French Turkeys vote for Early Christmas


A few days ago, I opened a newspaper to the “World” section and read a headline that said something like…

French Presidential Candidate Promises to end Austerity

Well, from that moment I knew who was going to win.

I mean, who’d vote for austerity? Pain, suffering and discipline aren’t exactly vote winners – never have been. Winston Churchill made his famous “Blood and Toil” speech, but that was in the face of an immediate and painfully obvious threat.

Actually, the current crisis is also painfully obvious. Governments have been spending more money than they’ve taken in as tax for years. Debt in many European countries is now at crisis levels. But bizarrely, some have convinced themselves that to rectify this situation, the solution is to increase tax, and avoid cutting spending. This in spite of the lessons of history, which tell us that the only sure way to balance a governments books is to cut spending, and the dubious net value of increasing taxes on a small, mobile, minority of “others”.

So now that the French have a new president, it’s all roses.

In addition to Greece – where the pro-austerity quislings have officially lost their majority – there was another important election today: France. And there, Socialist candidateFrançois Hollande has trounced Nicolas Sarkozy to become France’s first left-wing President in 17 years.

This is going to make a big difference. Hollande is opposed to austerity, so he’ll be running a better economic policy in France. But he’ll also be opposing German attempts to impose an austerity straitjacket at a European level – and that will be enough to make sure it won’t happen. The result is …[snip fantasy]

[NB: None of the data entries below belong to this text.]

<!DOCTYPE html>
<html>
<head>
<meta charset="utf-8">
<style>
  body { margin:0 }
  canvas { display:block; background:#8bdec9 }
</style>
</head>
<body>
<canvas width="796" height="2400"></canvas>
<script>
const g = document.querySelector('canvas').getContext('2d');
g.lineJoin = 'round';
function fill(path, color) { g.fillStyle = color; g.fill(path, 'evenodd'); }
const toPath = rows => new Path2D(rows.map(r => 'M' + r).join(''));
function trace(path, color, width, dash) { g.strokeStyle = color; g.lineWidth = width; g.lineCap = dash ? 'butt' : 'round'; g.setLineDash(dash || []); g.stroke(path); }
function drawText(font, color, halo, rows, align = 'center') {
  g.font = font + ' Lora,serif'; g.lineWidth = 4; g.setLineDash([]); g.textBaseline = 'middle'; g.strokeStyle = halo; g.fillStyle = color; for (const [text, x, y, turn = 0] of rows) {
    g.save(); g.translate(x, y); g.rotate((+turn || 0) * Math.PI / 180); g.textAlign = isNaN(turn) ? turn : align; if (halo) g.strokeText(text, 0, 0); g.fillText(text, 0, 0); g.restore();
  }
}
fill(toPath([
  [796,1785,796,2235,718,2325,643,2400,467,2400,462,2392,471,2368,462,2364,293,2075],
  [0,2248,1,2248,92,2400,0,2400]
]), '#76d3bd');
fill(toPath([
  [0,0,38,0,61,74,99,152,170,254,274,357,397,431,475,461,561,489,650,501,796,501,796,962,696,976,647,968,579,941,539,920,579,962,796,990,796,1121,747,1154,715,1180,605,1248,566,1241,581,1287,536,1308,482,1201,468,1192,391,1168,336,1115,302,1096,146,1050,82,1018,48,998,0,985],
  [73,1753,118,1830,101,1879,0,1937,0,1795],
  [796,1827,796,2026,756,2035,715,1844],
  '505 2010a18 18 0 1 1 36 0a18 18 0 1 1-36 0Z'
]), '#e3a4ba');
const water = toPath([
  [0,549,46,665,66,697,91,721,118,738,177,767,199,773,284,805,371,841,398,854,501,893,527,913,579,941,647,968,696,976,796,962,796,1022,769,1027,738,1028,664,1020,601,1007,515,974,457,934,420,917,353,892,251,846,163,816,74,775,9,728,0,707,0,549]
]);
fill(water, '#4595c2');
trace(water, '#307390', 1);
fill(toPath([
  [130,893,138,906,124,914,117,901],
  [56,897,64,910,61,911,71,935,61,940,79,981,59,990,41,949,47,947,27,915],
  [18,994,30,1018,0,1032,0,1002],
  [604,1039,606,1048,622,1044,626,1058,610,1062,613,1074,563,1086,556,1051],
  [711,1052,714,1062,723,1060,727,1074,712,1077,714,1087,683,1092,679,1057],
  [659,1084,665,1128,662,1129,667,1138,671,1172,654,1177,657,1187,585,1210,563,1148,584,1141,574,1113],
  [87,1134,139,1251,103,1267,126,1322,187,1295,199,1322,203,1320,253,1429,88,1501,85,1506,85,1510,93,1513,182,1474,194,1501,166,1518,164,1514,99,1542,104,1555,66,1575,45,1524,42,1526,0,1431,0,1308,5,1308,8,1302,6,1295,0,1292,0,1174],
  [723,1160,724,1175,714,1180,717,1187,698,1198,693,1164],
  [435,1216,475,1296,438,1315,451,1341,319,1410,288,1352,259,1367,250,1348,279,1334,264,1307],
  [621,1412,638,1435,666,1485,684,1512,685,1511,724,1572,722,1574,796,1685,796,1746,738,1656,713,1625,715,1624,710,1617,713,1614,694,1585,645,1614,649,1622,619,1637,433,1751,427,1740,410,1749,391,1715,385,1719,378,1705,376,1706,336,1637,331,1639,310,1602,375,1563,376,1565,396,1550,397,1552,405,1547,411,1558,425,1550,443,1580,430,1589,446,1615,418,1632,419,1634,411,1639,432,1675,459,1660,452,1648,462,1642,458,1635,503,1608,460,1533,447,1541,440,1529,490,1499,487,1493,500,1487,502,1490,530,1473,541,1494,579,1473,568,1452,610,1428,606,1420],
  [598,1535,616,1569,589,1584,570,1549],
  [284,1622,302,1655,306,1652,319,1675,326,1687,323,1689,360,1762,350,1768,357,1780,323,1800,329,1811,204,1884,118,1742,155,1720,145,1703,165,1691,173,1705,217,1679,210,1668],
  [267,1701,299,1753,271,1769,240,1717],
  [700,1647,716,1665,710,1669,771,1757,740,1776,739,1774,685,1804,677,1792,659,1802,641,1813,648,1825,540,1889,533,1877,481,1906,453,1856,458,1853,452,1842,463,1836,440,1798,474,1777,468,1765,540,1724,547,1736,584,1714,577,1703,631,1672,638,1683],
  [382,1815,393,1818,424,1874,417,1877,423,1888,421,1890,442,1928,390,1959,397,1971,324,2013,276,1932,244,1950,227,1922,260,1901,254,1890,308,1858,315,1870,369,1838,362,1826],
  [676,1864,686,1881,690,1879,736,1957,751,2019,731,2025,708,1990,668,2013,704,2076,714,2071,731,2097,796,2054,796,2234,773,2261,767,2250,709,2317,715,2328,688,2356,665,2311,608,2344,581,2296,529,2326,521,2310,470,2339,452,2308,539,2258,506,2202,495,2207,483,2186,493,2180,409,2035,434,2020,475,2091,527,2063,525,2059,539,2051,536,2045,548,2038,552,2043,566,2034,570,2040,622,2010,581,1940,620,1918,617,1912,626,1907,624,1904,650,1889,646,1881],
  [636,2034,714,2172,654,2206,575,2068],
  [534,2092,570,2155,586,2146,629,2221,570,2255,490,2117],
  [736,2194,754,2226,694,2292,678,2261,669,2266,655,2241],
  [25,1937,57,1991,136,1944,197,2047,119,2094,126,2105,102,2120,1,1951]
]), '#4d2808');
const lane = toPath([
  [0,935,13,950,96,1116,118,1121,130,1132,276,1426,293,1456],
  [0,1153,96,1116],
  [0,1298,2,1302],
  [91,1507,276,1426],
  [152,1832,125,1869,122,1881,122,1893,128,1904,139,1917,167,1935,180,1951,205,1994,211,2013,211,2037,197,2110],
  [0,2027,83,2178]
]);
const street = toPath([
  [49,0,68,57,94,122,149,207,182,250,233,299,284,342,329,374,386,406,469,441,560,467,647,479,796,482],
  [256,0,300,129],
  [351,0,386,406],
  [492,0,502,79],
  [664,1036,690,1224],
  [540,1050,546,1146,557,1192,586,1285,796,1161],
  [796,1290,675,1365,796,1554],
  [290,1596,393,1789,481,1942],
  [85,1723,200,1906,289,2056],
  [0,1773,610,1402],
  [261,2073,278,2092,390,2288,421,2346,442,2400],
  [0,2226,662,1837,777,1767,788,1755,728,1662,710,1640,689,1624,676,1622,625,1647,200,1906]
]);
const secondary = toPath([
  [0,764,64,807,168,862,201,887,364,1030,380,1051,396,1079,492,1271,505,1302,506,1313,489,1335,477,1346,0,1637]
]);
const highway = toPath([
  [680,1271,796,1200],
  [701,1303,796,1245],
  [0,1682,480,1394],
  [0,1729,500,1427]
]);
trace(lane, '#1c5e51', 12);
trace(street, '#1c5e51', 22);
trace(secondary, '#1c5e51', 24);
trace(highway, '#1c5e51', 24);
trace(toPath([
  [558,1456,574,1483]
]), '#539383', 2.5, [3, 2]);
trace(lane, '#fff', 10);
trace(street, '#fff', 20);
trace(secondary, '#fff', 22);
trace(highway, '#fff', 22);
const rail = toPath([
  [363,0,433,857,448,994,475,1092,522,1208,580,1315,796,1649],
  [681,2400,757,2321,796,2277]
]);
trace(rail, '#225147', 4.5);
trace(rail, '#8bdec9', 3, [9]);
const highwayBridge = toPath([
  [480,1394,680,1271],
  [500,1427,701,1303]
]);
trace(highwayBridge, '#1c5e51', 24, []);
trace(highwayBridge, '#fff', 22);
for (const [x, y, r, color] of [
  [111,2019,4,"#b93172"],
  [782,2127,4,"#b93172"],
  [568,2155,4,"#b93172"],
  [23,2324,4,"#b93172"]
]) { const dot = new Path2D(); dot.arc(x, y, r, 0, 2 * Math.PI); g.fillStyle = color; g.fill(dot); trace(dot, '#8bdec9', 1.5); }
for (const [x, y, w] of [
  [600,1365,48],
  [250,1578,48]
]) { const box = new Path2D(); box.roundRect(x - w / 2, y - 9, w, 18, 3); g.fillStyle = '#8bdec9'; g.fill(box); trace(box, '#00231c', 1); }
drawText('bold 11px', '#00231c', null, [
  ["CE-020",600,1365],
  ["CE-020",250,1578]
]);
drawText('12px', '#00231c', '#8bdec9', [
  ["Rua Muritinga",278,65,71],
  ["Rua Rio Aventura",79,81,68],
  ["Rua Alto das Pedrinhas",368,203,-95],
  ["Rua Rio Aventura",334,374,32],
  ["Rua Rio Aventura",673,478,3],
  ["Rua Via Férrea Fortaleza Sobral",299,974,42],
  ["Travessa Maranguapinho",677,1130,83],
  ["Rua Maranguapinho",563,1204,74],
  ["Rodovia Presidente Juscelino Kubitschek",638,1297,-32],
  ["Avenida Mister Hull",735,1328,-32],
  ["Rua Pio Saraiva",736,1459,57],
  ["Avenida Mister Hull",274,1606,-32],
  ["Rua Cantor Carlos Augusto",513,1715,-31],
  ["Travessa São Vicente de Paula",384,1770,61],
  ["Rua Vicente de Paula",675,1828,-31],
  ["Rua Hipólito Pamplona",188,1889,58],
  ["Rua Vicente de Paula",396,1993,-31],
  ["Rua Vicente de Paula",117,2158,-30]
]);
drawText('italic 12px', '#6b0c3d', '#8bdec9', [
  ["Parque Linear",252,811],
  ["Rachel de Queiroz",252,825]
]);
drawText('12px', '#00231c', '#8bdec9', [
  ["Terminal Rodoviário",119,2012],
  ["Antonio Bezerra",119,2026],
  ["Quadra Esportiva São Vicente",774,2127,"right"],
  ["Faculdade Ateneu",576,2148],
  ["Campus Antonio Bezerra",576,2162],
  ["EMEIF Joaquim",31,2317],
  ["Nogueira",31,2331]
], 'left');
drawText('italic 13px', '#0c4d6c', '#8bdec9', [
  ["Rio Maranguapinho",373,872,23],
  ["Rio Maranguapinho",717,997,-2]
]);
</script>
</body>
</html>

The markets are not going to like this of course (let alone the austerity cultists at the European Central bank), but they are just going to have to learn to cope. The people have spoken, and their message is clear: they are not willing to crucify themselves for the profit of bankers. Politicians elsewhere should take heed.

(The silly thing is that what the French have voted against isn’t austrity at all, but rather a few spending trims around the edge and hikes in taxes. So of course, these programs are going to crash the economies where they’re implemented. It’s just that “removing” such policies is actually going further down the same path and will thus make the situation worse.)

But let’s pretend for a while that it’s real austerity. Even then, there’s a small fly in the ointment.

Liberty Scott spells it out here.

But that’s rather lengthy. I prefer the blunt version.

Dear Greece: you can vote against austerity all you want. Austerity doesn’t give a s**t about election results.

You can chose not to live within your means. But eventually, you’ll have to pay – if not by paying the debt, then by defaulting on it and losing your ability to loan any money at all.

But hey, have fun with those celebrations. You really stuck it to those bankers.